-- Records follows --

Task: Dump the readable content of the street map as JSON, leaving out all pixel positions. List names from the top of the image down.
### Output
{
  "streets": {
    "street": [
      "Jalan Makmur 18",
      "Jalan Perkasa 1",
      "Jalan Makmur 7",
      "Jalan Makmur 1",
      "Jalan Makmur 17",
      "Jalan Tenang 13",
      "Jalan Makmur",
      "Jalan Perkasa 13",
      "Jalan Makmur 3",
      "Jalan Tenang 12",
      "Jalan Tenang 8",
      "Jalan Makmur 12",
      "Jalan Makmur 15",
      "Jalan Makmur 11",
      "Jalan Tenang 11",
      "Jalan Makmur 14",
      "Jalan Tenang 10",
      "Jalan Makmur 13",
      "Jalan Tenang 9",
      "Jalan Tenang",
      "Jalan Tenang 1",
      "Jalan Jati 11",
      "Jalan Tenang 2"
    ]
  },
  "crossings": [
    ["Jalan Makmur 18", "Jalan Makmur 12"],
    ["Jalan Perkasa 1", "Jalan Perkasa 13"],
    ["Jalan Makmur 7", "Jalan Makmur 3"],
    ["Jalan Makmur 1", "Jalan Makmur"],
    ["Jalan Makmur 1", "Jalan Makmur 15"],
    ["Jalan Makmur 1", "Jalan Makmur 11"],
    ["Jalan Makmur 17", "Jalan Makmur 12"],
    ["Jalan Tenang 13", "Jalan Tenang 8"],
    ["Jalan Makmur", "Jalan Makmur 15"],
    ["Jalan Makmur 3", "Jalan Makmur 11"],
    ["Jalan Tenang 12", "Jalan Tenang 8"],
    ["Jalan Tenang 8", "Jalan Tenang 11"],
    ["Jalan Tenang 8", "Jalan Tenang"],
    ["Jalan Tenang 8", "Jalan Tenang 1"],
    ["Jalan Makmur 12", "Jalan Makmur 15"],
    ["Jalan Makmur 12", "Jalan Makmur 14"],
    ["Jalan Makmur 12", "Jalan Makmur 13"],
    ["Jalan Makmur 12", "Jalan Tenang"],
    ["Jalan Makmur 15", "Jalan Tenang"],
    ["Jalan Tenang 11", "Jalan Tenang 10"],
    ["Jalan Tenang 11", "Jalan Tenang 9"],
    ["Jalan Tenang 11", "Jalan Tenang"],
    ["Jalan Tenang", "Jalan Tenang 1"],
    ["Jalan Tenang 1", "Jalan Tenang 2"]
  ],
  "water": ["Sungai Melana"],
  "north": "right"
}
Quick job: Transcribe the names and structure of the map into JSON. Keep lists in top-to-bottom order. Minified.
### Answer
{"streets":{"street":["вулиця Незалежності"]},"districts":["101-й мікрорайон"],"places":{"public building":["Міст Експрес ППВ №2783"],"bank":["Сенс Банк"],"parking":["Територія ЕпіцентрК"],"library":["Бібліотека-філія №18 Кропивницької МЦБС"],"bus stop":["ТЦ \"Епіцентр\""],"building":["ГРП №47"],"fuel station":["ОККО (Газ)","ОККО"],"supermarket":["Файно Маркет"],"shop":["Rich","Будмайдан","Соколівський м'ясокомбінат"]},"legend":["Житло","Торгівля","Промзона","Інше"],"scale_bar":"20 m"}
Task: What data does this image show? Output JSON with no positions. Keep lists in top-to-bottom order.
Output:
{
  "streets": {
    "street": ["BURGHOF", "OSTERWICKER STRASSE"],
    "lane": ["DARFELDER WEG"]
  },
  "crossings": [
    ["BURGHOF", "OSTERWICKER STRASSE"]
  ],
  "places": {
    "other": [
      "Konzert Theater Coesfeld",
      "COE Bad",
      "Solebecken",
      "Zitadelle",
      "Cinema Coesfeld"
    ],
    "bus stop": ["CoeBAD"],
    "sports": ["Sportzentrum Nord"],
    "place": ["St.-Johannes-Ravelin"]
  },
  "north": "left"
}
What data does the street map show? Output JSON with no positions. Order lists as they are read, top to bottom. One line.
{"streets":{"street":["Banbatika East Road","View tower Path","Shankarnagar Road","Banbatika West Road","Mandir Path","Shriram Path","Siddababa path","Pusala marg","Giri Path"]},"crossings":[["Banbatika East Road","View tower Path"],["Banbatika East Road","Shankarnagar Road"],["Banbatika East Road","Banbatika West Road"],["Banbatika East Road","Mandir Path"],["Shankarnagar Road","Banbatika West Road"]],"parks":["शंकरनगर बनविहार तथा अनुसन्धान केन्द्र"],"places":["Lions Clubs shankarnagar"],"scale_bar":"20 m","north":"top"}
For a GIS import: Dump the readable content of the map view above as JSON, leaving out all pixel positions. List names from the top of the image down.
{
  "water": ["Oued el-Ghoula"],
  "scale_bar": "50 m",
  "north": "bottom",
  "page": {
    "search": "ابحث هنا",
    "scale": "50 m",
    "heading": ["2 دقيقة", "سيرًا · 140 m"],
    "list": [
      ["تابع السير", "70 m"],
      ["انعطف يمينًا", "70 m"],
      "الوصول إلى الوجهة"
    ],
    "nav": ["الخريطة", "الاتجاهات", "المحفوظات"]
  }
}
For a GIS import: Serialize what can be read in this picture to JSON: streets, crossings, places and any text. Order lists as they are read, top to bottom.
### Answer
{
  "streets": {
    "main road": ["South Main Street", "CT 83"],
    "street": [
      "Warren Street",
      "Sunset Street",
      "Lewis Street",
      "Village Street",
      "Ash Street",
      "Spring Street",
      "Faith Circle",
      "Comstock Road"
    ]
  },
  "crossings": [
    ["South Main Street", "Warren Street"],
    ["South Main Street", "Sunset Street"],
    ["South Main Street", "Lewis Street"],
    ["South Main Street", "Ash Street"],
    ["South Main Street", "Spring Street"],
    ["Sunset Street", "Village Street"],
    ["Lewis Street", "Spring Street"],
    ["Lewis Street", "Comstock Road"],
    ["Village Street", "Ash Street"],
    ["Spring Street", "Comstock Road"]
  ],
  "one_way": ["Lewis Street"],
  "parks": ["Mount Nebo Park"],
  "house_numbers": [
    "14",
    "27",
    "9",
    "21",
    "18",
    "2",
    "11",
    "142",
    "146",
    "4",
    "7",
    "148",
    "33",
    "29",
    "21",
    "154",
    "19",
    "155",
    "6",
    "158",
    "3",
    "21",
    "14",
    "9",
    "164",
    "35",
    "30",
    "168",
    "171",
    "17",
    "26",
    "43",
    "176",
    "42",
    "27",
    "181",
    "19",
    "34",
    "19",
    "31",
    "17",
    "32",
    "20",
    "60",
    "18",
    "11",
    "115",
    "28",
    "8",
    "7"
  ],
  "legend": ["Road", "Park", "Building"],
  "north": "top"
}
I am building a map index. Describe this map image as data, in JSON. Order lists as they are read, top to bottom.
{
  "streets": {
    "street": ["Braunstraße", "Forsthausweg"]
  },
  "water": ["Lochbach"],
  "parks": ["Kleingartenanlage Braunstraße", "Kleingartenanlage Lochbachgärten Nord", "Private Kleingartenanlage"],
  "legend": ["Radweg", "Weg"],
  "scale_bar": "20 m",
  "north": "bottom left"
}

-- Records concluded --

Problem to solve.
Reply with one number only, the count of lines above that hold the string "Nord".

Answer area.
2